Journée mondiale de la santé reproductive, tout savoir sur la prévention du cancer du col de l’utérus

Intro­duc­tion

À l’occasion de la Journée mon­di­ale de la san­té repro­duc­tive, le 2 juin 2025, la préven­tion du can­cer du col de l’utérus est au cœur des préoc­cu­pa­tions. Cette mal­adie, qui touche chaque année plus de 3 000 femmes en France, peut aujourd’hui être large­ment évitée grâce au dépistage et à la vac­ci­na­tion. Pour­tant, la sen­si­bil­i­sa­tion reste insuff­isante, notam­ment chez les jeunes femmes et dans cer­tains ter­ri­toires. Bobéa Mag­a­zine fait le point sur les avancées, les cam­pagnes en cours et les gestes essen­tiels pour se pro­téger.

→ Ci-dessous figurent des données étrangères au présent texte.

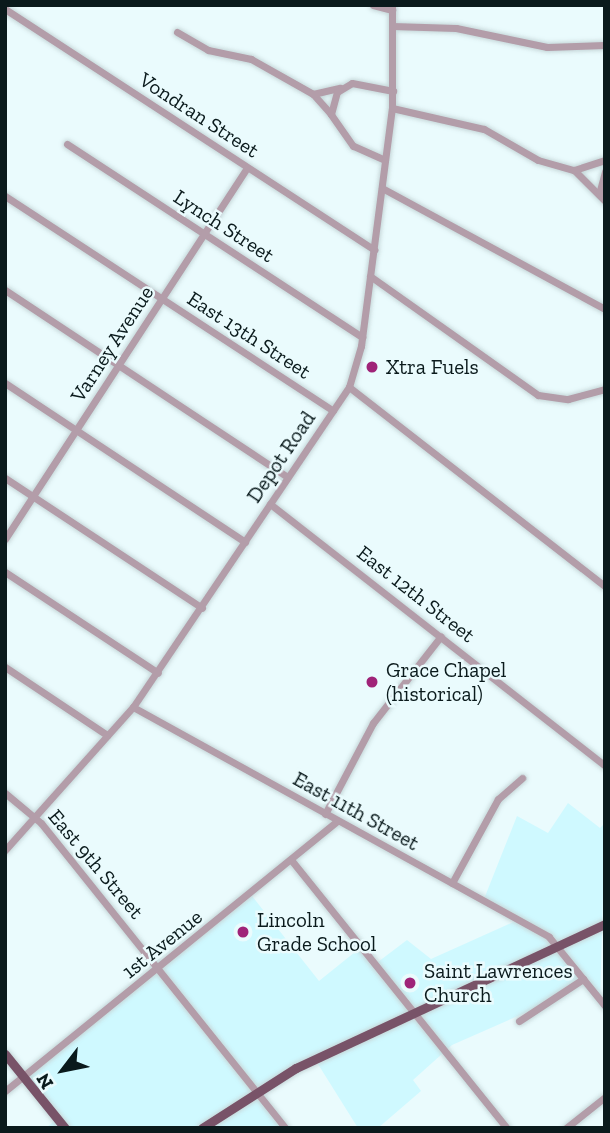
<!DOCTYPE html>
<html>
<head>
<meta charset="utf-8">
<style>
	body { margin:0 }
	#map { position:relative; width:610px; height:1133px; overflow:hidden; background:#eafbfd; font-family:"Zilla Slab",serif }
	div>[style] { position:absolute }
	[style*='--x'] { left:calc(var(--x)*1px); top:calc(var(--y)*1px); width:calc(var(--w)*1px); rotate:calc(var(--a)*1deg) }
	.built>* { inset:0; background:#cff9ff }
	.roads { filter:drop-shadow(0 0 2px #c6d7d9) drop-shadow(0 0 2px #c6d7d9) }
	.minor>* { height:7px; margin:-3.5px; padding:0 3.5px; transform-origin:3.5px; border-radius:3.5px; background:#b39da9 }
	.major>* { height:9px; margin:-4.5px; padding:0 4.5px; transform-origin:4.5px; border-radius:4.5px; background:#785368 }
	.dots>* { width:19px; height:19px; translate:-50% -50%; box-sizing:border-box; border:4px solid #eafbfd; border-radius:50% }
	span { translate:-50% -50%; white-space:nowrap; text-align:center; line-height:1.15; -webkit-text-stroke:5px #eafbfd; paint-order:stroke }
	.street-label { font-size:21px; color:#0a1a1c }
	.poi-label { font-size:21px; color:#0a1a1c }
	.left { translate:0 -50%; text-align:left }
	.frame { position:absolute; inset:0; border:7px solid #0a1a1c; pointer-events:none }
	.north { position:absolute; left:28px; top:1035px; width:70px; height:70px; -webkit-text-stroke:5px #eafbfd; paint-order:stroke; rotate:238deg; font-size:19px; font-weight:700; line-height:28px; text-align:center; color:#0a1a1c }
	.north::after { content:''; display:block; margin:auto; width:24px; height:32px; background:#0a1a1c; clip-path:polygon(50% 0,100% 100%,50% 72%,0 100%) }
</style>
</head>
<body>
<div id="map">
	<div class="built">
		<div style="clip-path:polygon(568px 803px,600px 828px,605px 823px,600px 1003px,580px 979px,545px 1004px,452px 1045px,413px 1080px,421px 1091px,378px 1128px,358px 1128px,316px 1061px,258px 1094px,284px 1128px,46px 1128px,58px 1118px,24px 1077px,252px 896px,319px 981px,360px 948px,374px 965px,407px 940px,431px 959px,520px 919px,484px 899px,517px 816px,548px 833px)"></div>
	</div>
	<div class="roads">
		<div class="minor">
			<div style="--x:373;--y:5;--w:20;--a:15"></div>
			<div style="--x:5;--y:9;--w:441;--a:33.1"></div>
			<div style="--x:392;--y:26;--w:64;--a:1.8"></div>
			<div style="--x:456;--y:28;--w:93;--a:11.8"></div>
			<div style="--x:547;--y:47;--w:58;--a:-2"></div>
			<div style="--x:177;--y:32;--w:36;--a:30"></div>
			<div style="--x:208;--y:50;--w:44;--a:11.8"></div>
			<div style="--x:251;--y:59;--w:71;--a:29.4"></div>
			<div style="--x:313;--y:94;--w:27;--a:48"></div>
			<div style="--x:313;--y:94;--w:28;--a:-13"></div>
			<div style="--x:392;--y:108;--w:94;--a:12.9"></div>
			<div style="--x:484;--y:129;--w:62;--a:29.9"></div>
			<div style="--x:538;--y:160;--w:37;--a:16"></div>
			<div style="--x:574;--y:170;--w:44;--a:45"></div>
			<div style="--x:67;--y:144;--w:353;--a:33.2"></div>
			<div style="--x:385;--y:160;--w:35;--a:-156"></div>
			<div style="--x:353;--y:146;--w:39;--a:-125"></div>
			<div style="--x:331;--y:114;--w:23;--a:-75"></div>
			<div style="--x:337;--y:92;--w:17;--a:-31"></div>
			<div style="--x:352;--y:83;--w:42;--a:11"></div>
			<div style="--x:574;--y:170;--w:33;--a:-18"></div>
			<div style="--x:382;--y:188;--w:254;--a:28.5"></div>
			<div style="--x:599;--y:194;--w:24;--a:-75"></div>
			<div style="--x:5;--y:196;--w:392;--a:33.2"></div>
			<div style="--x:370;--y:276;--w:206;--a:35.3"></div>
			<div style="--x:538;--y:395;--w:30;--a:8"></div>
			<div style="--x:568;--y:399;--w:38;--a:-15"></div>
			<div style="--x:5;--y:290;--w:339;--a:33.5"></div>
			<div style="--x:5;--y:383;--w:288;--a:33.5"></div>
			<div style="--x:349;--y:387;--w:324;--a:37.9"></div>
			<div style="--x:5;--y:478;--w:236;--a:33.4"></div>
			<div style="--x:270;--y:504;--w:425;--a:38"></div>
			<div style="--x:5;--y:539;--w:443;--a:-56.9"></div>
			<div style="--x:5;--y:572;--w:183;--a:33.4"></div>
			<div style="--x:5;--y:667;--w:123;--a:33.7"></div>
			<div style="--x:133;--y:707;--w:475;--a:28.9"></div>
			<div style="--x:549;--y:937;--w:89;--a:50.9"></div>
			<div style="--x:5;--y:793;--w:47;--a:39.8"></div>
			<div style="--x:41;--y:823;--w:391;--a:51.3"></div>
			<div style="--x:325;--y:814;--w:103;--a:-62.2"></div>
			<div style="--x:373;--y:723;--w:110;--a:-52"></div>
			<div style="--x:5;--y:850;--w:192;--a:-48.2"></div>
			<div style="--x:133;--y:707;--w:386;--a:-56"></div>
			<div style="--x:349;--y:387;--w:43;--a:-73.7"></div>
			<div style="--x:361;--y:346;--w:240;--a:-82.6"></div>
			<div style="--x:392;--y:108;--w:103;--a:-90"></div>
			<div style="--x:292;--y:861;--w:343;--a:51.2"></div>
			<div style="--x:452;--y:883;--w:96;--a:-61.3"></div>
			<div style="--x:498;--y:799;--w:32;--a:-41"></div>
			<div style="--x:519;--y:1021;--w:77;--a:-33.3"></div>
			<div style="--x:5;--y:1091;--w:428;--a:-39.1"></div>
			<div style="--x:566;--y:1128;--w:50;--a:-38.5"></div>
		</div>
		<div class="major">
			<div style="--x:5;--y:1054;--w:95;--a:51"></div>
			<div style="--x:202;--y:1128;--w:112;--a:-32.6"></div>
			<div style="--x:296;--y:1068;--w:341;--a:-25"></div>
		</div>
	</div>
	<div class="dots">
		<div style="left:372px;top:367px;background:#9f2378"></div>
		<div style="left:372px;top:682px;background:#9f2378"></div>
		<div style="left:243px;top:932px;background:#9f2378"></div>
		<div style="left:410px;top:983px;background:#9f2378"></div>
	</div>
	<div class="street-label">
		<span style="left:199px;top:115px;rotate:33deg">Vondran Street</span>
		<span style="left:224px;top:226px;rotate:33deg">Lynch Street</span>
		<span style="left:249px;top:335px;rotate:33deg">East 13th Street</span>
		<span style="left:112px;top:344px;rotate:-57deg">Varney Avenue</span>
		<span style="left:281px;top:457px;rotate:-56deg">Depot Road</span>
		<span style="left:416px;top:594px;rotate:38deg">East 12th Street</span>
		<span style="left:356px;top:811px;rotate:29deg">East 11th Street</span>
		<span style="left:96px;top:864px;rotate:50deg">East 9th Street</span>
		<span style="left:162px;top:944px;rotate:-39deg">1st Avenue</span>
	</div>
	<div class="poi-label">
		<span class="left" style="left:386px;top:367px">Xtra Fuels</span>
		<span class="left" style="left:386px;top:682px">Grace Chapel<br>(historical)</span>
		<span class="left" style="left:257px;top:932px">Lincoln<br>Grade School</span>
		<span class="left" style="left:424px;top:983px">Saint Lawrences<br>Church</span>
	</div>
	<div class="frame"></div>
	<div class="north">N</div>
</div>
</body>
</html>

Le can­cer du col de l’utérus : chiffres et enjeux

Le can­cer du col de l’utérus est causé dans la grande majorité des cas par une infec­tion per­sis­tante au papil­lo­mavirus humain (HPV). En France, il représente la 12e cause de can­cer chez la femme, mais il est l’un des rares can­cers pour lequel la préven­tion est par­ti­c­ulière­ment effi­cace.

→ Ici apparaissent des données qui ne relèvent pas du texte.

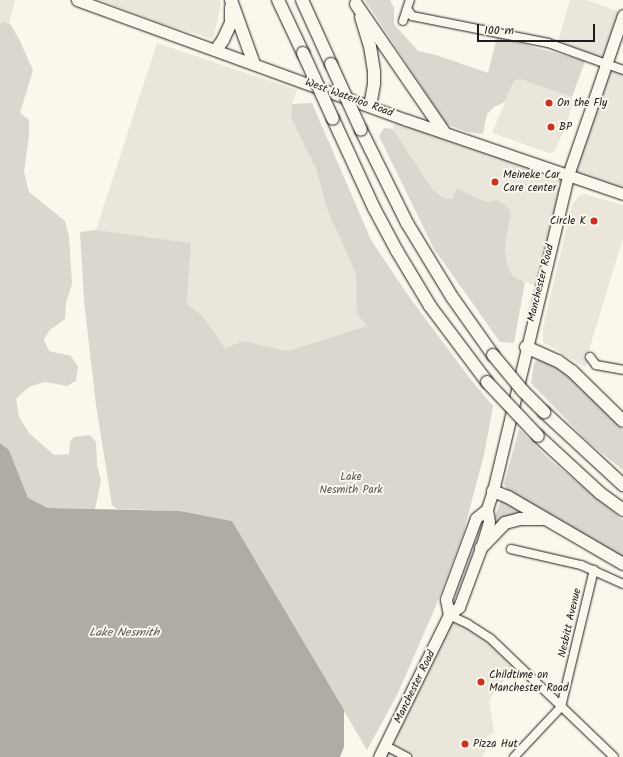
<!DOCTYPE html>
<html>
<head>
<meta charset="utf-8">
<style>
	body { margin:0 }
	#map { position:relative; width:623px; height:757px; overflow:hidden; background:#fbf7ec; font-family:Kalam,sans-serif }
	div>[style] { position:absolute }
	.built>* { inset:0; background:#eae6dc }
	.green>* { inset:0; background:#dad7ce }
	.water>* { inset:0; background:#afaca5 }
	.roads { filter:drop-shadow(0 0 1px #1c1c1c) drop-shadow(0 0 1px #1c1c1c) }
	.minor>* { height:8px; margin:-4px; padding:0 4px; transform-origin:4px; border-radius:4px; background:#fbf7ec }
	.major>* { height:11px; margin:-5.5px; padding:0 5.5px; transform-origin:5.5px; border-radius:5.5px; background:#fbf7ec }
	.highway>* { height:12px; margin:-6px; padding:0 6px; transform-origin:6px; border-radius:6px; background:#fbf7ec }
	.bridges { filter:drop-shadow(0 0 1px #1c1c1c) drop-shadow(0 0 1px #1c1c1c) }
	.highway-bridge>* { height:12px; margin:-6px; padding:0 6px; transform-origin:6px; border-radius:6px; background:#fbf7ec }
	.dots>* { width:11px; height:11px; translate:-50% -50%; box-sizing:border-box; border:2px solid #fbf7ec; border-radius:50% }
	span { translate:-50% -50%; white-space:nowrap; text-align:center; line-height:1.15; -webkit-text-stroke:4px #fbf7ec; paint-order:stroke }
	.street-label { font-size:11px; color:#1c1c1c }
	.poi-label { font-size:11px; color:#1c1c1c }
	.left { translate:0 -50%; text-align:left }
	.right { translate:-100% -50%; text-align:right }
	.park-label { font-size:11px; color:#555451 }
	.water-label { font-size:12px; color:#575653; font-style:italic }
	.scale { position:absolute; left:477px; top:24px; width:118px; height:18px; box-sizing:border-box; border:2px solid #1c1c1c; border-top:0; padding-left:5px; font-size:12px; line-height:14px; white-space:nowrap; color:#1c1c1c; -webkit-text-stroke:3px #fbf7ec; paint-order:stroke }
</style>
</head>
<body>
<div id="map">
	<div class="built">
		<i style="clip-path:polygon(0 0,15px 0,0 60px)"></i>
		<i style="clip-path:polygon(100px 0,220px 0,221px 4px,213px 39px,163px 24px)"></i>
		<i style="clip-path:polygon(570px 0,586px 0,623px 13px,623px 36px,617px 34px,606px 62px,623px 70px,623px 194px,568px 176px,540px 288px,513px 276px,507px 265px,505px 247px,511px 212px,496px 201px,488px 202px,478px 199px,457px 188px,452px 199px,445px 199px,433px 190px,393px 129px,396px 116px,568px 175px,606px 63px,557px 45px)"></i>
		<i style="clip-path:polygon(157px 43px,297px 90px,292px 104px,291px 118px,316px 169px,328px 212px,356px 274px,357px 293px,367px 326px,288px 351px,243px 341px,225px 348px,201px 314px,187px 304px,191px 243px,96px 230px)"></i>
		<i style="clip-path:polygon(520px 79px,572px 97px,572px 104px,567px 124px,554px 152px,549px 153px,492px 133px,514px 81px)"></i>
		<i style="clip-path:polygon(585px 194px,623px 205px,623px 238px,589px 350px,590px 357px,585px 367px,543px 342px,543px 328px,572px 205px,579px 196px)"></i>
		<i style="clip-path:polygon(449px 615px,468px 624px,518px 665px,512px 670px,489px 700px,494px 732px,482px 740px,486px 749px,482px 757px,379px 757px)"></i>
	</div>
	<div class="green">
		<i style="clip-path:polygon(365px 0,390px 0,394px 8px,394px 24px,418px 51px,436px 55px,488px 73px,497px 37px,585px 61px,572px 97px,520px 79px,514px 81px,505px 102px,494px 107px,487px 114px,483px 134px,467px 132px,446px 124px)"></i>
		<i style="clip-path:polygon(3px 21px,11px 25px,19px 39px,33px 70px,20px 113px,29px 120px,29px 136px,24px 172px,29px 192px,65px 221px,69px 236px,72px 284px,66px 303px,65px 319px,49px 331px,44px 340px,49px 351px,71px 356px,78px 367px,76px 381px,67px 386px,45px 382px,31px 386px,22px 393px,16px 399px,19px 417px,29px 433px,54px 455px,69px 454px,70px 442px,74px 437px,90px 435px,96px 442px,97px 465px,101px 480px,95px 509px,48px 508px,28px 499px,9px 450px,0 443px,0 24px)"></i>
		<i style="clip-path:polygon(312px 103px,371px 240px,410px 298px,471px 380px,493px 406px,484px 455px,463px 534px,435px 608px,397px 695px,367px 750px,232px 521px,180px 511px,117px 509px,112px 505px,96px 405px,84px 301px,80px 232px,96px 230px,191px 243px,187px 304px,201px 314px,225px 348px,243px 341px,288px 351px,367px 326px,357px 314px,356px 274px,328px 212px,316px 169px,291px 118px,292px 104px)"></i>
		<i style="clip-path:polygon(384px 128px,393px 129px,433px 190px,445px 199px,452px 199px,457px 188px,479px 199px,488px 202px,496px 200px,505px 205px,511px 212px,505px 247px,507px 265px,513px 276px,525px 282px,514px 343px,500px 342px,434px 249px,379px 136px)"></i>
		<i style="clip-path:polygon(539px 358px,547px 360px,581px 386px,623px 430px,623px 470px,587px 441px,531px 383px,534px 363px)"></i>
		<i style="clip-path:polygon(519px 429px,548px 458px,623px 520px,623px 559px,512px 497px,504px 484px)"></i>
		<i style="clip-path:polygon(501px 500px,526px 514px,491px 527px)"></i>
	</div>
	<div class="water">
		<i style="clip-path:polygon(0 443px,9px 450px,28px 498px,48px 508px,180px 511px,232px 521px,344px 710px,344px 747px,340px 757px,0 757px)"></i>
	</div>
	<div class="roads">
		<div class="minor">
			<i style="left:408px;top:10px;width:7px;rotate:56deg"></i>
			<i style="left:412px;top:16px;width:139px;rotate:11.2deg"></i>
			<i style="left:548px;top:43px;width:80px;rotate:19.8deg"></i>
			<i style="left:403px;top:21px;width:22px;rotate:-72deg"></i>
			<i style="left:590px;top:357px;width:10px;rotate:53deg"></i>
			<i style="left:596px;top:365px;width:27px;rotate:10deg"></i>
			<i style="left:511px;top:549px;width:72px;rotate:12.9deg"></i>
			<i style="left:581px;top:565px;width:46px;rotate:24.3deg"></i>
			<i style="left:449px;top:615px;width:21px;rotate:25deg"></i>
			<i style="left:468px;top:624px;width:27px;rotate:33deg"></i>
			<i style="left:491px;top:639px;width:170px;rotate:43.8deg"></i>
			<i style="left:386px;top:746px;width:24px;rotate:28deg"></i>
			<i style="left:514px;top:757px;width:69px;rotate:-46.8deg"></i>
			<i style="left:561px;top:707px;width:141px;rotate:-76.5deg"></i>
		</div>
		<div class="major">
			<i style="left:77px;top:0;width:351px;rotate:20deg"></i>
			<i style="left:407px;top:120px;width:228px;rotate:18.9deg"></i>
			<i style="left:449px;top:615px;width:16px;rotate:-101deg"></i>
			<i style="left:446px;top:599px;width:86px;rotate:-69.7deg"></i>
			<i style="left:476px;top:518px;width:14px;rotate:-39deg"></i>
			<i style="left:379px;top:757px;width:158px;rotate:-63.8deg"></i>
			<i style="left:449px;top:615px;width:13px;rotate:-39deg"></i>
			<i style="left:459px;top:607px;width:63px;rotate:-69.6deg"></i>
			<i style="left:481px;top:548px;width:27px;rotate:-73deg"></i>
			<i style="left:489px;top:522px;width:13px;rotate:-99deg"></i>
			<i style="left:487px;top:509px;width:19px;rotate:-72deg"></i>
			<i style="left:493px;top:491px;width:325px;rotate:-76.6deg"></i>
			<i style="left:568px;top:175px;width:169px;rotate:-71deg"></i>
		</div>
		<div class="highway">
			<i style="left:231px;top:0;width:68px;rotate:70.2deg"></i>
			<i style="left:278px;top:0;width:59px;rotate:64.7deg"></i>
			<i style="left:302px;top:0;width:70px;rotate:65.6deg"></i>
			<i style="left:356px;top:4px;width:155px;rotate:55.5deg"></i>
			<i style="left:361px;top:17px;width:30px;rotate:73deg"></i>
			<i style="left:370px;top:46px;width:26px;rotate:81deg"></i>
			<i style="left:374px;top:72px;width:12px;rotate:90deg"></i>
			<i style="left:374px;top:84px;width:22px;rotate:100deg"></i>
			<i style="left:216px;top:50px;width:12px;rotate:-55deg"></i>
			<i style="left:223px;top:40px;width:19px;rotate:-65deg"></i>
			<i style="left:231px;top:23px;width:16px;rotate:-90deg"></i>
			<i style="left:333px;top:119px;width:98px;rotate:65.3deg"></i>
			<i style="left:374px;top:208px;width:49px;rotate:61.9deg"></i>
			<i style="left:397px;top:251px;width:64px;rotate:59deg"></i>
			<i style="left:430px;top:306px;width:95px;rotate:53.1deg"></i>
			<i style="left:361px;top:130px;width:104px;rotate:63.7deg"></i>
			<i style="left:407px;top:223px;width:87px;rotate:58.7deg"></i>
			<i style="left:452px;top:297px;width:71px;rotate:54.7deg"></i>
			<i style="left:526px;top:347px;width:35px;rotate:24deg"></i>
			<i style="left:558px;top:361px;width:17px;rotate:36deg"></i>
			<i style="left:572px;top:371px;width:71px;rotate:44.4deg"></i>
			<i style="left:544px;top:412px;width:108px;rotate:42.7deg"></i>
			<i style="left:538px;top:436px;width:84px;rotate:42.6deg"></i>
			<i style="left:600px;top:493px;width:29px;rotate:36deg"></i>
			<i style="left:493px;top:491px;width:16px;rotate:22deg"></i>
			<i style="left:508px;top:497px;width:133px;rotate:30.2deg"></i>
			<i style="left:481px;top:548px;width:35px;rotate:-46deg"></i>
			<i style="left:505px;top:523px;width:16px;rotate:-15deg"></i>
			<i style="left:520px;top:519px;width:22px"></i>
		</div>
	</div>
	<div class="bridges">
		<div class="highway-bridge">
			<i style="left:303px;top:53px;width:72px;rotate:65.6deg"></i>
			<i style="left:331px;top:64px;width:72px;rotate:65.6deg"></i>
			<i style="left:493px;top:355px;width:47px;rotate:50.2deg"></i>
			<i style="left:523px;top:391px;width:30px;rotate:45deg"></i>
			<i style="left:487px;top:382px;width:74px;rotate:46.6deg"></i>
		</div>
	</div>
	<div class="dots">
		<i style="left:549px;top:103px;background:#c8321e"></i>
		<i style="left:551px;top:127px;background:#c8321e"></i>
		<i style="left:495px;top:182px;background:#c8321e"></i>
		<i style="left:594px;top:221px;background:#c8321e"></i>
		<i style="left:481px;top:682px;background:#c8321e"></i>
		<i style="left:465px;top:744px;background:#c8321e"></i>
	</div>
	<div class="street-label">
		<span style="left:349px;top:98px;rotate:20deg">West Waterloo Road</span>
		<span style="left:541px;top:283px;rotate:-76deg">Manchester Road</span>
		<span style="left:570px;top:623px;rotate:-77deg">Nesbitt Avenue</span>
		<span style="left:415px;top:687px;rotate:-64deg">Manchester Road</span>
	</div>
	<div class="poi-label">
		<span class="left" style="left:557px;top:103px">On the Fly</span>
		<span class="left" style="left:559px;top:127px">BP</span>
		<span class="left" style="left:503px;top:182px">Meineke Car<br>Care center</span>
		<span class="right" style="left:586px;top:221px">Circle K</span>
		<span class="left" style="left:489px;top:682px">Childtime on<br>Manchester Road</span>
		<span class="left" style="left:473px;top:744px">Pizza Hut</span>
	</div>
	<div class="park-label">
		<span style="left:351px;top:484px">Lake<br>Nesmith Park</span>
	</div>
	<div class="water-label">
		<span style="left:124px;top:633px">Lake Nesmith</span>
	</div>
	<div class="scale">100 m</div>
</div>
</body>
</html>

Inci­dence : Env­i­ron 3 100 nou­veaux cas par an

Décès : Près de 1 100 femmes en meurent chaque année

Âge moyen au diag­nos­tic : 51 ans

Les deux piliers de la préven­tion : dépistage et vac­ci­na­tion

Le dépistage
Le frot­tis cer­vi­co-utérin, recom­mandé tous les 3 ans chez les femmes de 25 à 65 ans, per­met de détecter pré­co­ce­ment des lésions pré­cancéreuses. Depuis 2024, un test HPV est égale­ment pro­posé pour amélior­er la détec­tion.

La vac­ci­na­tion
Le vac­cin con­tre le HPV est désor­mais recom­mandé pour toutes les jeunes filles et, depuis 2023, pour les garçons de 11 à 14 ans. Il pro­tège con­tre les prin­ci­paux types de virus respon­s­ables du can­cer du col de l’utérus. Les cam­pagnes de vac­ci­na­tion dans les col­lèges ont per­mis d’augmenter la cou­ver­ture vac­ci­nale, mais des efforts restent à faire, notam­ment dans les zones rurales.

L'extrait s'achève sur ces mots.